Catechesis by Pope St John Paul II      
General Audience, Wednesday 8 November 1978 - in English, French, Italian, Portuguese & Spanish

"Dear Brothers and Sisters,
1. In these first audiences when I have the joy of being with you, who come here from Rome, from Italy and from so many other countries, I desire, as I said on 25th October, to continue to develop the themes set by my predecessor, John Paul I. He wanted to speak not only about the three theological virtues - faith, hope and charity - but also about the four cardinal virtues: prudence, justice, fortitude and temperance. He saw in these seven virtues like seven lamps of the Christian life. Having been called by God to eternity, he was only able to speak about the three principal ones: faith, hope and charity, which illuminate the entire life of a Christian. In meeting with you to reflect upon the cardinal virtues in the spirit of my late Predecessor, I his unworthy successor wish in a certain sense to light the other lamps at his tomb.

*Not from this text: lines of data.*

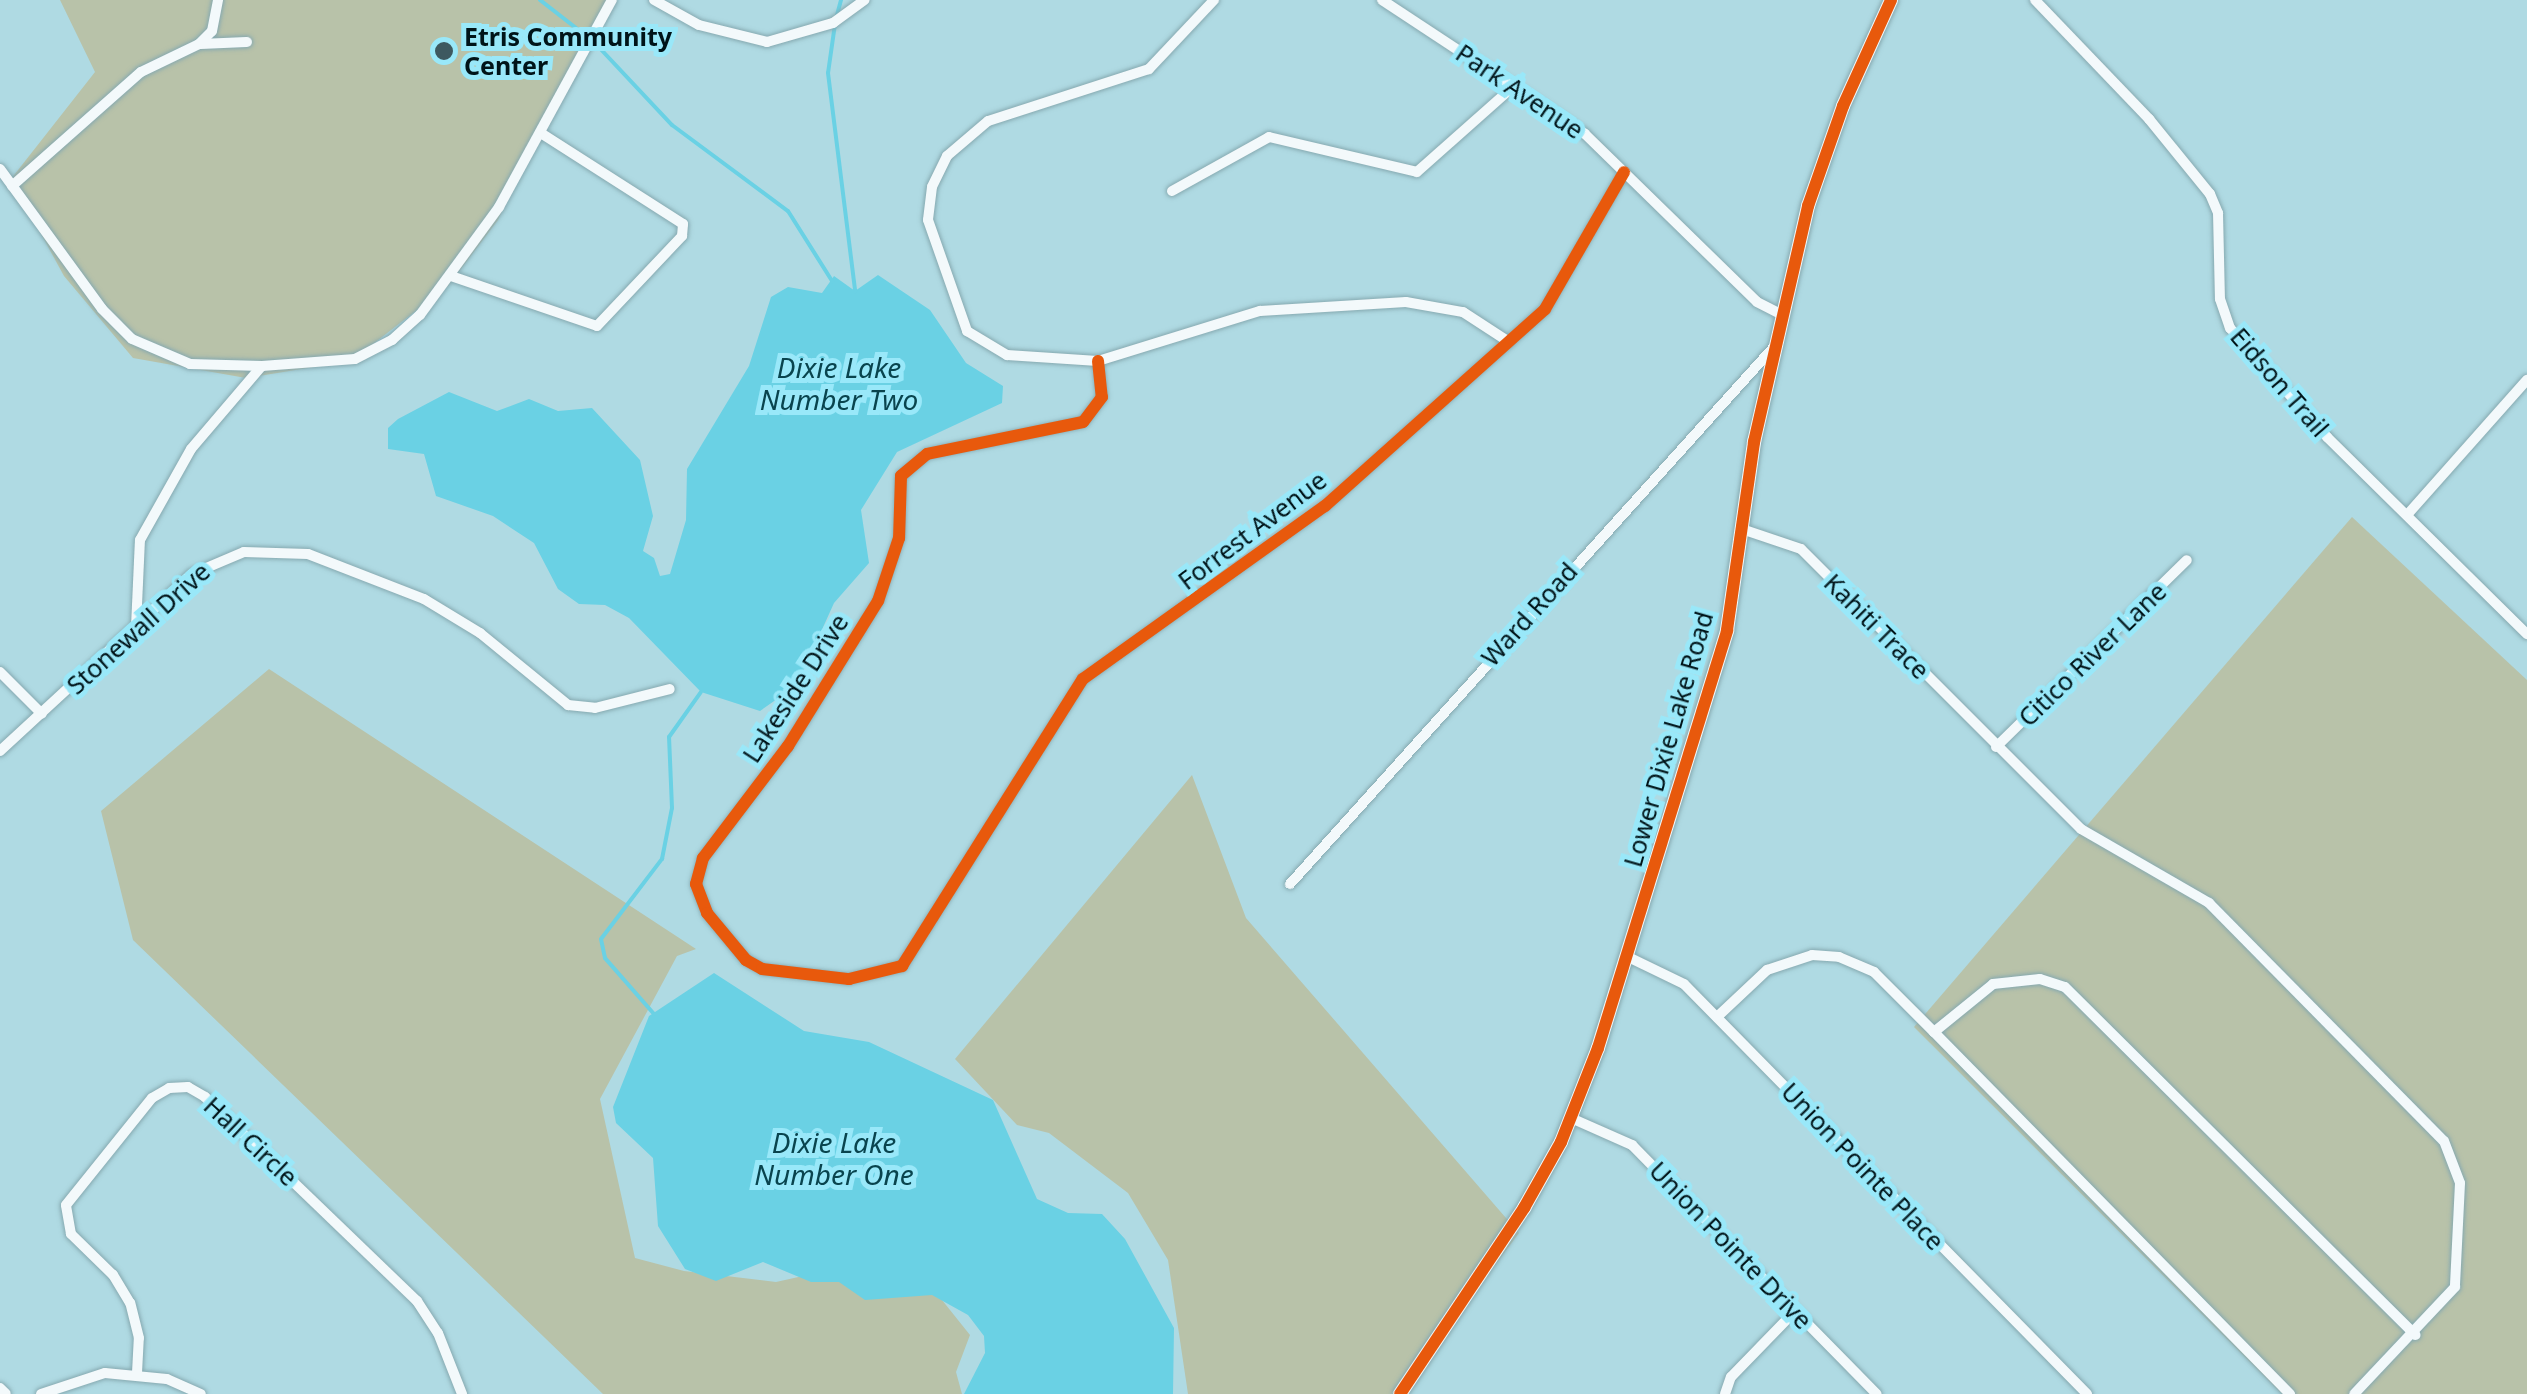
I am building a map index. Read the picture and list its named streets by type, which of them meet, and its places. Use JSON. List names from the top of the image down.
{
  "streets": {
    "street": [
      "Park Avenue",
      "Eidson Trail",
      "Forrest Avenue",
      "Ward Road",
      "Kahiti Trace",
      "Stonewall Drive",
      "Citico River Lane",
      "Lakeside Drive",
      "Lower Dixie Lake Road",
      "Hall Circle",
      "Union Pointe Place",
      "Union Pointe Drive"
    ]
  },
  "crossings": [
    ["Park Avenue", "Forrest Avenue"],
    ["Park Avenue", "Lower Dixie Lake Road"],
    ["Forrest Avenue", "Lakeside Drive"],
    ["Ward Road", "Lower Dixie Lake Road"],
    ["Kahiti Trace", "Citico River Lane"],
    ["Kahiti Trace", "Lower Dixie Lake Road"],
    ["Lower Dixie Lake Road", "Union Pointe Place"],
    ["Lower Dixie Lake Road", "Union Pointe Drive"]
  ],
  "water": ["Dixie Lake Number Two", "Dixie Lake Number One"],
  "places": ["Etris Community Center"]
}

2. So today I will speak about justice. It is perhaps good that this is the theme of the first catechesis in the month of November. Indeed, this month leads us to fix our gaze on the life of each man, and at the same time on the life of all humanity, from the perspective of final justice. We are all, in some way, aware that, in the transience of this world, it is not possible to realise the full measure of justice. Perhaps the words so often heard: "There is no justice in this world" are the fruit of a too easy simplification. However, there is equally in them a principle of profound truth. Justice is, in a certain way, greater than man, than the dimensions of his earthly life, than the possibilities of establishing in this life fully just relations among men, environments, societies and social groups, nations and so on. Each man lives and dies with a certain feeling of insatiability for justice, since the world is not able to satisfy fully a being created in the image of God, neither in the depths of his person nor in the various aspects of his human life. And thus, through this hunger for justice, man opens himself to God who "is justice itself". Jesus expressed this in the Sermon on the Mount in a very clear and concise way, saying: "Blessed are those who hunger and thirst for justice, for they will be satisfied." (Mt 5, 6).

3. Having before our eyes this evangelical meaning of justice, we must consider it at the same time as the fundamental dimension of human life on earth: the life of man, of society, of humanity. This is the ethical dimension. Justice is the fundamental Principle of the existence and the coexistence of men, as well as of human communities, of societies and peoples. Furthermore, justice is the principle of the existence of the Church, as People of God, and the principle of coexistence of the Church and the various social structures, in particular of the state, as well as of international organizations. In this wide and differentiated terrain, man and humanity continually seek justice: this is a perennial process and it is a task of supreme importance.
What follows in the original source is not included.